Coronavirus

“Japoneses, mis marcianos favoritos”, por Fernando Sánchez-Dragó

«En Japón la distancia social existe desde siempre; tocarse está muy mal visto. Hacen reverencias, no se dan la mano y los besos se reservan para el amor carnal»

Me piden en LA RAZÓN un artículo urgente sobre cómo encaran los japoneses, según su idiosincrasia, muy peculiar, la lucha con el coronavirus. Costumbres, las de los nipones, en efecto, muy peculiares. Tanto como para decir que son distintos a los restantes vecinos del planeta.

Cuando llegué a Japón por primera vez a mediados de abril del 67, con los almendros que ya florecían, sus gentes me decían: «Disfrute de nuestros paisajes, de nuestros templos, de nuestra gastronomía, de nuestra hospitalidad, pero no se esfuerce por entendernos». Razón tenían, aunque no se la di en el primer momento. A los pocos meses, sin embargo, escribí una larga serie de crónicas a la que puse como título genérico el de «Los marcianos están entre nosotros». No había en él voluntad de ofensa, sino de metáfora, admiración y asombro.

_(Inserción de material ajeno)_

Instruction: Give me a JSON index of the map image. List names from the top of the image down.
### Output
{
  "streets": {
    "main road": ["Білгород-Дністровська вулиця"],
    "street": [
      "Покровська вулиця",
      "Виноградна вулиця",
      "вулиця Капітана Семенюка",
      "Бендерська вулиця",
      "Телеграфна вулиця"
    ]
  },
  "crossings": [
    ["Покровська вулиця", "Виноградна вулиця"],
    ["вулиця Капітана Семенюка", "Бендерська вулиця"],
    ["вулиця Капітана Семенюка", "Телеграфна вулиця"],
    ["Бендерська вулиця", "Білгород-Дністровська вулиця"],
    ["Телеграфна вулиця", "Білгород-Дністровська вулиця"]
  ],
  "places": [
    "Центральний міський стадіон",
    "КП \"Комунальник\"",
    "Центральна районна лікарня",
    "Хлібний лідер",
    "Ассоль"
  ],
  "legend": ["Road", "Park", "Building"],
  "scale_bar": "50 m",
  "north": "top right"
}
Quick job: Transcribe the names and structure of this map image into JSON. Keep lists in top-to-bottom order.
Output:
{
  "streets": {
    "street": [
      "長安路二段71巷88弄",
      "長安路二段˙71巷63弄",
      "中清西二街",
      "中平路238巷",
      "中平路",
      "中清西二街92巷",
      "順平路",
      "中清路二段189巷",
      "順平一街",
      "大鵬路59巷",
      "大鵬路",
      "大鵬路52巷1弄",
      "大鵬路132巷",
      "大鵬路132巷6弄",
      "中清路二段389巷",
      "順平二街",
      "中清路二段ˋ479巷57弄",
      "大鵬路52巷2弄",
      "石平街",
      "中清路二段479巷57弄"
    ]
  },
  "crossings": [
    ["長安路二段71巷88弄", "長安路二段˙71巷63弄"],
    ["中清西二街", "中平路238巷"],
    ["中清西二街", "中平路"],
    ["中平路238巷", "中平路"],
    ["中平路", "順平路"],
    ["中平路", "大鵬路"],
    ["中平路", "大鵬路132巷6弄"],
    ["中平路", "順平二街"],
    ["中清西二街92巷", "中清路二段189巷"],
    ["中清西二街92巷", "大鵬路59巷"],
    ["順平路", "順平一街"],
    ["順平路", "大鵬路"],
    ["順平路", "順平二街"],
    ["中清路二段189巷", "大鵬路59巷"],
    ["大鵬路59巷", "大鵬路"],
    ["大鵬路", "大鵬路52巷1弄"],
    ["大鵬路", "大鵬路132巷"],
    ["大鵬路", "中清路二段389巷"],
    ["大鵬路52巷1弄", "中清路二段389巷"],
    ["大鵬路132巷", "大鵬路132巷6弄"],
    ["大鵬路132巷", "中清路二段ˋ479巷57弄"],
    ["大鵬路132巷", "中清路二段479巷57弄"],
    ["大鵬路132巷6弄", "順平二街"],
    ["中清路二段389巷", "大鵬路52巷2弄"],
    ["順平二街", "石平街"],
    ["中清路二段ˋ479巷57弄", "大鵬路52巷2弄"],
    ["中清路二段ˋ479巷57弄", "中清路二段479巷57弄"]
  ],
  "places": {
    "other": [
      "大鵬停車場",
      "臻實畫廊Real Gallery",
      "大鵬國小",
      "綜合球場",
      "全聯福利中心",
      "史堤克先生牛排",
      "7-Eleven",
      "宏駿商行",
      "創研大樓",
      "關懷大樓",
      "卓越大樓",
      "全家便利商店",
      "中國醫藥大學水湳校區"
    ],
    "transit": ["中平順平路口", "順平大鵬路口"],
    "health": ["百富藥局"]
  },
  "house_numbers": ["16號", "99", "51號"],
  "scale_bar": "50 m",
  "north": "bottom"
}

Paso aquí una sucinta lista de algunas claves de esa peculiaridad: Japón es un archipiélago y no, stricto sensu, una isla, pero el sentimiento de insularidad, allí muy vivo, es el primer parámetro de una nación que, por añadidura, se mantuvo completamente aislada del resto del mundo, China incluida, desde que el clan de los Tokugawa, a comienzos del siglo XVII, se hizo con el mando del país y cerró éste a rajatabla hasta que el comodoro Perry forzó con sus naves negras el bloqueo, lo abrieron al mundo y se produjo la Restauración Meiji. Eso sucedió en 1868. Dos siglos y medio de absoluto cerrojazo dan para mucho y, si me permiten el pareado, no se borran de un plumazo.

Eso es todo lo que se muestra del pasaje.